As part of the Central Asian population and the Turkic world, Kazaks are conscious of the role Islam plays in their identity, and there is strong public pressure to increase the role that faith plays in society. At the same time, the roots of Islam in many segments of Kazak society are not as deep as they are in neighboring countries. Many of the Kazak nomads, for instance, did not become Muslims until the eighteenth or even the nineteenth century, and urban Russified Kazaks, who by some counts constitute as much as 40 percent of the indigenous population, profess discomfort with some aspects of the religion even as they recognize it as part of their national heritage. Soviet authorities attempted to encourage a controlled form of Islam as a unifying force in the Central Asian societies while at the same time stifling the expression of religious beliefs. Since independence, religious activity has increased significantly. Construction of mosques and religious schools has accelerated in the 1990s, with financial help from Saudi Arabia, Turkey, and Egypt. Already in 1991, some 170 mosques were operating, more than half of them newly built; at that time, an estimated 230 Muslim communities were active in Kazakstan
In 1990 Nazarbayev, then party first secretary, created a state basis for Islam by removing Kazakstan from the authority of the Muslim Board of Central Asia, the Soviet-approved and politically oriented religious administration for all of Central Asia. Instead, Nazarbayev created a separate muftiate, or religious authority, for Kazak Muslims. However, Nazarbayev's choice of Ratbek hadji Nysanbayev to be the first Kazak mufti proved an unpopular one. Accusing him of financial irregularities, religious mispractice, and collaboration with the Soviet and Kazakstani state security apparatus, a group of believers from the nationalist Alash political party attempted unsuccessfully to replace the mufti in December 1991.

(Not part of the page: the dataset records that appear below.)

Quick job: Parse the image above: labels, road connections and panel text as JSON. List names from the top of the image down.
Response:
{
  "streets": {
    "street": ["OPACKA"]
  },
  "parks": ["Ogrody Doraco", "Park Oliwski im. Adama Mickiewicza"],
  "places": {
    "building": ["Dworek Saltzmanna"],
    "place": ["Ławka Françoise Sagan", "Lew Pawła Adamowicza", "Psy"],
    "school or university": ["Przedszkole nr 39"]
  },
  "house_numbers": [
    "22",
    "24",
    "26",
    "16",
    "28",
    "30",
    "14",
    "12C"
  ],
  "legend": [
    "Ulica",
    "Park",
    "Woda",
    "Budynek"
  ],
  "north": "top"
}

With an eye toward the Islamic governments of nearby Iran and Afghanistan, the writers of the 1993 constitution specifically forbade religious political parties. The 1995 constitution forbids organizations that seek to stimulate racial, political, or religious discord, and imposes strict governmental control on foreign religious organizations. As did its predecessor, the 1995 constitution stipulates that Kazakstan is a secular state; thus, Kazakstan is the only Central Asian state whose constitution does not assign a special status to Islam. This position was based on the Nazarbayev government's foreign policy as much as on domestic considerations. Aware of the potential for investment from the Muslim countries of the Middle East, Nazarbayev visited Iran, Turkey, and Saudia Arabia; at the same time, however, he preferred to cast Kazakstan as a bridge between the Muslim East and the Christian West. For example, he initially accepted only observer status in the Economic Cooperation Organization (ECO), all of whose member nations are predominantly Muslim. The president's first trip to the Muslim holy city of Mecca, which did not occur until 1994, was part of an itinerary that also included a visit to Pope John Paul II in the Vatican.

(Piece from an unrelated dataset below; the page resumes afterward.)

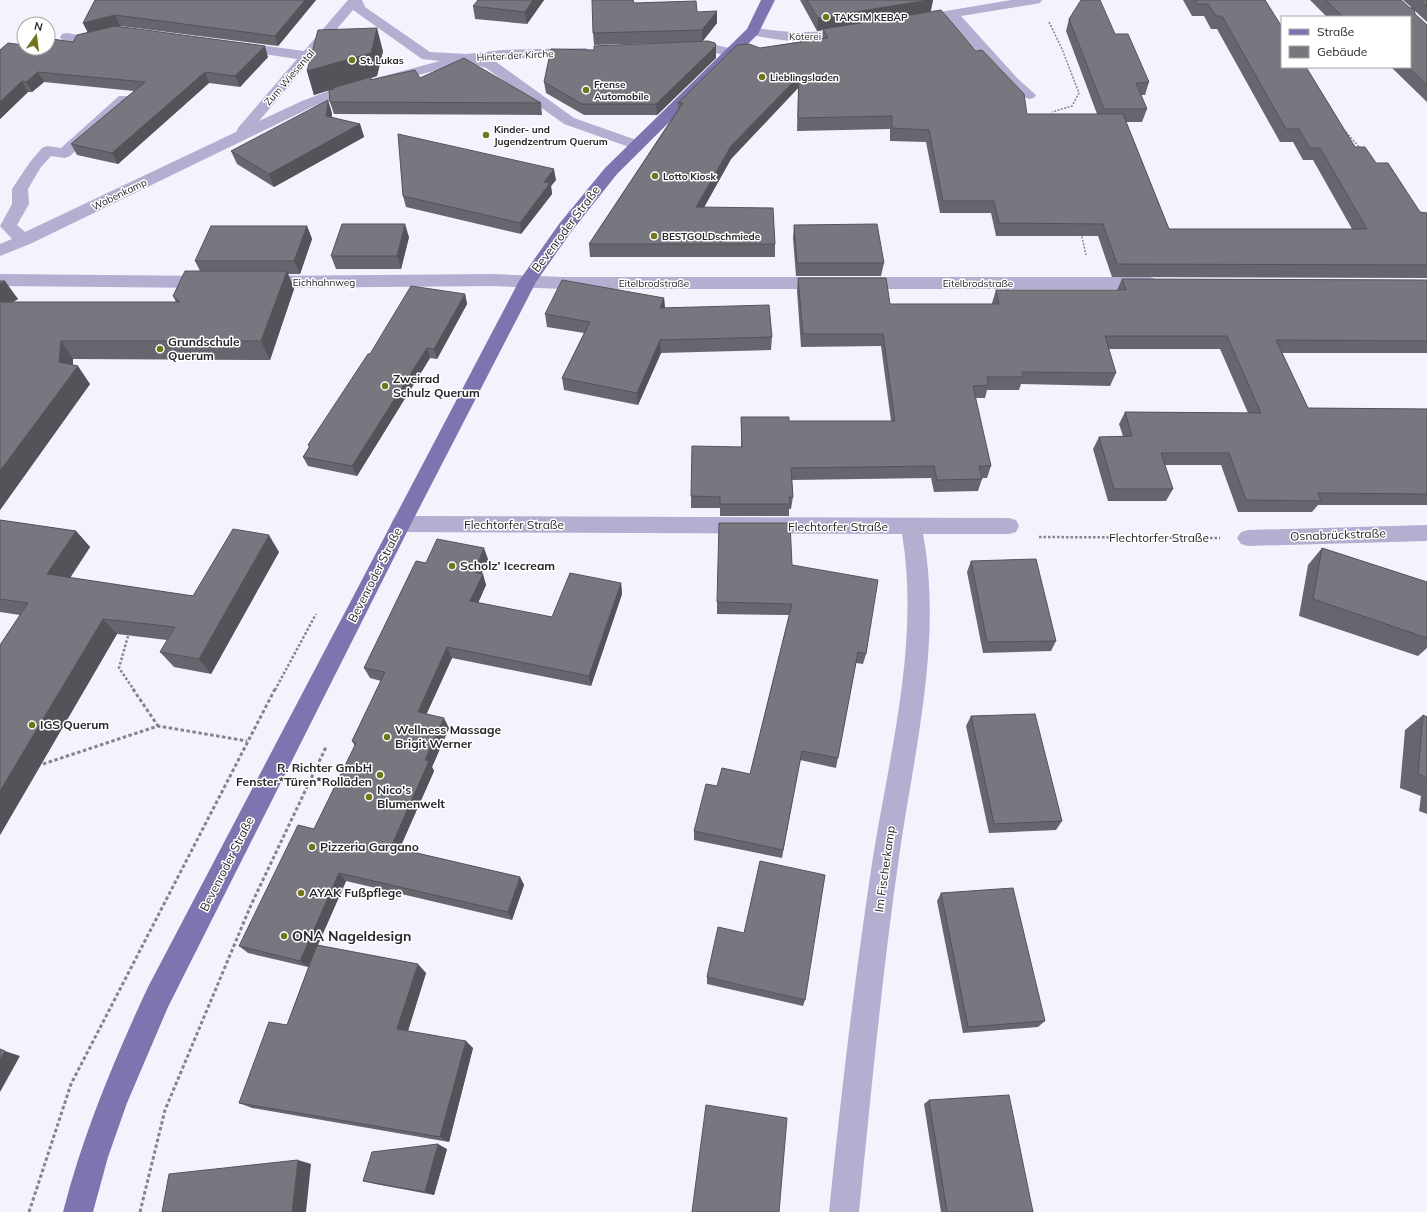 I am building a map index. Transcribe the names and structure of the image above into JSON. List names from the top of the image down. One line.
{"streets":{"main road":["Bevenroder Straße"],"street":["Köterei","Hinter der Kirche","Zum Wiesental","Wabenkamp","Eichhahnweg","Eitelbrodstraße","Flechtorfer Straße","Osnabrückstraße","Im Fischerkamp"]},"crossings":[["Köterei","Bevenroder Straße"],["Hinter der Kirche","Zum Wiesental"],["Hinter der Kirche","Wabenkamp"],["Hinter der Kirche","Bevenroder Straße"],["Zum Wiesental","Wabenkamp"],["Bevenroder Straße","Eichhahnweg"],["Bevenroder Straße","Eitelbrodstraße"],["Bevenroder Straße","Flechtorfer Straße"],["Eichhahnweg","Eitelbrodstraße"],["Flechtorfer Straße","Osnabrückstraße"],["Flechtorfer Straße","Im Fischerkamp"]],"places":["TAKSIM KEBAP","St. Lukas","Lieblingsladen","Frense Automobile","Kinder- und Jugendzentrum Querum","Lotto Kiosk","BESTGOLDschmiede","Grundschule Querum","Zweirad Schulz Querum","Scholz’ Icecream","IGS Querum","Wellness Massage Brigit Werner","R. Richter GmbH Fenster*Türen*Rolläden","Nico's Blumenwelt","Pizzeria Gargano","AYAK Fußpflege","ONA Nageldesign"],"legend":["Straße","Gebäude"],"north":"top"}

By the mid-1990s, Nazarbayev had begun occasionally to refer to Allah in his speeches, but he had not permitted any of the Islamic festivals to become public holidays, as they had elsewhere in Central Asia. However, certain pre-Islamic holidays such as the spring festival Navruz and the summer festival Kymyzuryndyk were reintroduced in 1995.
INCIDENCE OF CRIME
The crime rate in Kazakhstan is low compared to more industrialized countries. An analysis was done using INTERPOL data for Kazakhstan. For purpose of comparison, data were drawn for the seven offenses used to compute the United States FBI's index of crime. Index offenses include murder, forcible rape, robbery, aggravated assault, burglary, larceny, and motor vehicle theft. The combined total of these offenses constitutes the Index used for trend calculation purposes. Kazakhstan will be compared with Japan (country with a low crime rate) and USA (country with a high crime rate). According to the INTERPOL data, for murder, the rate in 2000 was 15.82 per 100,000 population for Kazakhstan, 1.10 for Japan, and 5.51 for USA. For rape, the rate in 2000 was 8.69 for Kazakhstan, compared with 1.78 for Japan and 32.05 for USA. For robbery, the rate in 2000 was 16.57 for Kazakhstan, 4.08 for Japan, and 144.92 for USA. Kazakhstan did not report data for aggravated assault to INTERPOL in year 2000. For burglary, the rate in 2000 was 150.97 for Kazakhstan, 233.60 for Japan, and 728.42 for USA. The rate of larceny for 2000 was 378.8 for Kazakhstan, 1401.26 for Japan, and 2475.27 for USA. The rate for motor vehicle theft in 2000 was 7.94 for Kazakhstan, compared with 44.28 for Japan and 414.17 for USA. The rate for all index offenses combined was 578.79 for Kazakhstan, compared with 1709.88 for Japan and 4123.97 for USA (noting that data for aggravated assault were not included in this Index for Kazakhstan).
TRENDS IN CRIME
In the early and mid-1990s, crime was increasing at an alarming rate. The police were badly understaffed, overworked, and underfinanced. In 1995 police in Almaty received no pay for three months. A significant drain of personnel has occurred since independence, as investigators and police officers either move to other republics or enter other lines of work offering higher pay. Even before independence, militia authorities complained that staffing was more than 2,000 below full force. In numerous instances, police officers themselves have been involved in crime, especially in such potentially lucrative branches of law enforcement as highway patrol and customs inspection. Under these circumstances, public respect for the police declined seriously.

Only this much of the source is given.